[Opening Records supplied section]
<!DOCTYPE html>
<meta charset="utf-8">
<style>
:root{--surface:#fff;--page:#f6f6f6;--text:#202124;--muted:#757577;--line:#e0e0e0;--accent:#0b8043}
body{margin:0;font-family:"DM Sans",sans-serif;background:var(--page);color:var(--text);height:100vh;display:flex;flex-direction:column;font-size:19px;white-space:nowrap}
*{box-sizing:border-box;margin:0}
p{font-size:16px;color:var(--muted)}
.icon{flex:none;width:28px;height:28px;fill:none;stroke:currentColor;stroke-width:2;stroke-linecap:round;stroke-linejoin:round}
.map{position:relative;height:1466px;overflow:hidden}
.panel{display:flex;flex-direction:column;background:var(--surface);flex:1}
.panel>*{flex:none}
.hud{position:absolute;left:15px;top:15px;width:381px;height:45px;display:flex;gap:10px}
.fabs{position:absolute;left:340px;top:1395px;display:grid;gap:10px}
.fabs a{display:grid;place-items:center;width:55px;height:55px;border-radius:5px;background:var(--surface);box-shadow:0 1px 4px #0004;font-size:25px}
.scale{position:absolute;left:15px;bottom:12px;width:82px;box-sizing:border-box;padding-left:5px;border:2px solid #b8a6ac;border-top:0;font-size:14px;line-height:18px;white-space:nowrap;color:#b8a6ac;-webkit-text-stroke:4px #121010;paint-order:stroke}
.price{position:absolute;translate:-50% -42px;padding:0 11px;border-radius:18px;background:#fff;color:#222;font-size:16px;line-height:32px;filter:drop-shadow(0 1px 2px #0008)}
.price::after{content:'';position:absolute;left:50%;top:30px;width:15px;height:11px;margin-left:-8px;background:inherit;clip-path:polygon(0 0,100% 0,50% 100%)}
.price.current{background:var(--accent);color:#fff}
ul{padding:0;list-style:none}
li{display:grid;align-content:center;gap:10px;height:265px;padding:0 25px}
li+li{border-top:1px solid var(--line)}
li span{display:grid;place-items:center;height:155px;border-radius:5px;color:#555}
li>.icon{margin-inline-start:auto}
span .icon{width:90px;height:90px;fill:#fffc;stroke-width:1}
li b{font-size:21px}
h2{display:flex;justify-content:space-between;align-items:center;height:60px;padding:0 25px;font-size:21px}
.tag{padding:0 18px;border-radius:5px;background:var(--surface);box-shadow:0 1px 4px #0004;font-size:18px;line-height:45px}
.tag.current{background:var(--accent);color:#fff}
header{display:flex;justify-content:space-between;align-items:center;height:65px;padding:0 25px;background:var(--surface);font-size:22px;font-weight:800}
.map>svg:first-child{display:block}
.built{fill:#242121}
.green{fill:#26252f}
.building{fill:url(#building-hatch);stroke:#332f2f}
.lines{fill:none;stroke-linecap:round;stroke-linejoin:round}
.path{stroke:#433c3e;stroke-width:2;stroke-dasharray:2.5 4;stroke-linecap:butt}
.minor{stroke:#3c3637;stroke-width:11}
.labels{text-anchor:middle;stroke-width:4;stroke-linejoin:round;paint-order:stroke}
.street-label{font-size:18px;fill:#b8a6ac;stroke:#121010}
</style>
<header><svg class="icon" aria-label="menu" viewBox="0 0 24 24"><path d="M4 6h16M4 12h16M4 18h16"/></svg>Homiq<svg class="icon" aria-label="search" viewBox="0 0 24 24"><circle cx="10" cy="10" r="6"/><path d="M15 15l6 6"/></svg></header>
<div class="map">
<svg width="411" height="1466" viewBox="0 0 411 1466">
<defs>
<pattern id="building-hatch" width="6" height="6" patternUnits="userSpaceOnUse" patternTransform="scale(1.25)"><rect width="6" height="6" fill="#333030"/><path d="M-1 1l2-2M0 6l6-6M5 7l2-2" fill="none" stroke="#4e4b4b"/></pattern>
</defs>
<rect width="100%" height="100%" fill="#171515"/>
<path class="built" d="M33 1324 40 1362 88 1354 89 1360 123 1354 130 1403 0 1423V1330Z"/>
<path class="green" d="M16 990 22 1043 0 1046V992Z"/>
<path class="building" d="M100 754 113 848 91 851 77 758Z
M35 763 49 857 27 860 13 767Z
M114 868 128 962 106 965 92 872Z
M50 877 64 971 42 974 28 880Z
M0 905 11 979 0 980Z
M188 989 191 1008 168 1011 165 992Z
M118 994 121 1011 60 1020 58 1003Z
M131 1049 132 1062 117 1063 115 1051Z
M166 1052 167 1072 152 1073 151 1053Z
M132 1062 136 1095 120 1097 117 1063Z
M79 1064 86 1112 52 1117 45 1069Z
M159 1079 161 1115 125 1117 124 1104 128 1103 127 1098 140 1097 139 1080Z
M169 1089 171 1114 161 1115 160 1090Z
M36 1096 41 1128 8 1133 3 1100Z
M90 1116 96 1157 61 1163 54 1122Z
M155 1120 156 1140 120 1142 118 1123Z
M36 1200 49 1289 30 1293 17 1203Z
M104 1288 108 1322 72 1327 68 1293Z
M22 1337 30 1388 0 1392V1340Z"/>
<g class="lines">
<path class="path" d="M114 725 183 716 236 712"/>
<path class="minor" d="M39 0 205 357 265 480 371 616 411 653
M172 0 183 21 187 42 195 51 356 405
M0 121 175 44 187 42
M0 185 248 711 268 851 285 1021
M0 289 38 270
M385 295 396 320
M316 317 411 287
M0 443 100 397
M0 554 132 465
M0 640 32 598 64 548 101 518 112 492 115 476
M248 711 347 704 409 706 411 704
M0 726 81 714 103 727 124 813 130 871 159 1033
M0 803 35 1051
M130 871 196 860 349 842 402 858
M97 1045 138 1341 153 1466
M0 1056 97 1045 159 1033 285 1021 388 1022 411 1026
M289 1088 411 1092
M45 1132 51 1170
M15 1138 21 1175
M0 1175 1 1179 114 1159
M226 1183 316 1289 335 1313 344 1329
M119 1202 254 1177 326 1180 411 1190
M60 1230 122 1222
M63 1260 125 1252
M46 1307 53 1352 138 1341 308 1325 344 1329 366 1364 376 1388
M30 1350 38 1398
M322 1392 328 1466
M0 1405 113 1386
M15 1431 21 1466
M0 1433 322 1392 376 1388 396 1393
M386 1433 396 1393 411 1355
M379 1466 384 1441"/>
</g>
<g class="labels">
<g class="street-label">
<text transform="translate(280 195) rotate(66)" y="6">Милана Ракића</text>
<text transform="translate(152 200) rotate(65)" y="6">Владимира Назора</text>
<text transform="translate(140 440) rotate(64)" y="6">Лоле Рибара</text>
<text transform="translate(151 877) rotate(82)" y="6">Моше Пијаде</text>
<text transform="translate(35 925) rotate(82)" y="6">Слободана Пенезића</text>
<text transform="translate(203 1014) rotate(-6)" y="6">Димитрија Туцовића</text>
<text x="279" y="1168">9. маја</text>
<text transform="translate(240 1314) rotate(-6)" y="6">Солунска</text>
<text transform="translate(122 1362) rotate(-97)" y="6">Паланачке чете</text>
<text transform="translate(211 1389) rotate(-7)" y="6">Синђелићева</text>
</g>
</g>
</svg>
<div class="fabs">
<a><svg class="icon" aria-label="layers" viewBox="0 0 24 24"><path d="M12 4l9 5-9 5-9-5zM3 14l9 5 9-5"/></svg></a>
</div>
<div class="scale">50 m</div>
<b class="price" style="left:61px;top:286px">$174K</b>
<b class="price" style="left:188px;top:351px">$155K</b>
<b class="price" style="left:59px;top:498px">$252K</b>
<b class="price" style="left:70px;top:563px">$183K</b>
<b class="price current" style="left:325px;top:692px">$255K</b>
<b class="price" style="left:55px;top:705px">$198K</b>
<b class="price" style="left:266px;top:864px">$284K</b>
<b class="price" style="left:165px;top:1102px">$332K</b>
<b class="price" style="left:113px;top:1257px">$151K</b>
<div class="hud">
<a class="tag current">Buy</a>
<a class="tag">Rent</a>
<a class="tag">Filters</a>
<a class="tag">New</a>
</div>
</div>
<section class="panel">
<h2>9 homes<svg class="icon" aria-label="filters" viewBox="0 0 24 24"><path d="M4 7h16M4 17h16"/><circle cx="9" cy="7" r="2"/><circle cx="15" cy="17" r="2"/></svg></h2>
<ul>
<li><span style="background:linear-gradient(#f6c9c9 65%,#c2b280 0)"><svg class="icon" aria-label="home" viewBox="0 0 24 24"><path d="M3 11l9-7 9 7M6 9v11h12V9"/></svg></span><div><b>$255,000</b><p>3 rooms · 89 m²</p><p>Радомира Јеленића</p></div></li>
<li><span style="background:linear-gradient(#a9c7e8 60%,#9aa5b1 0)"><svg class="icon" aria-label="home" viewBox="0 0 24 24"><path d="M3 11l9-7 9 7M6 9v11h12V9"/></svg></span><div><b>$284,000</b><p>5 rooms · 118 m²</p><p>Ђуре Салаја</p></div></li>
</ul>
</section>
[Closing Records supplied section]
▶ Directions
Wherever the string "column" occurs in a line of the listing above, count that line, and report only the total.

▶ Response to the exercise
2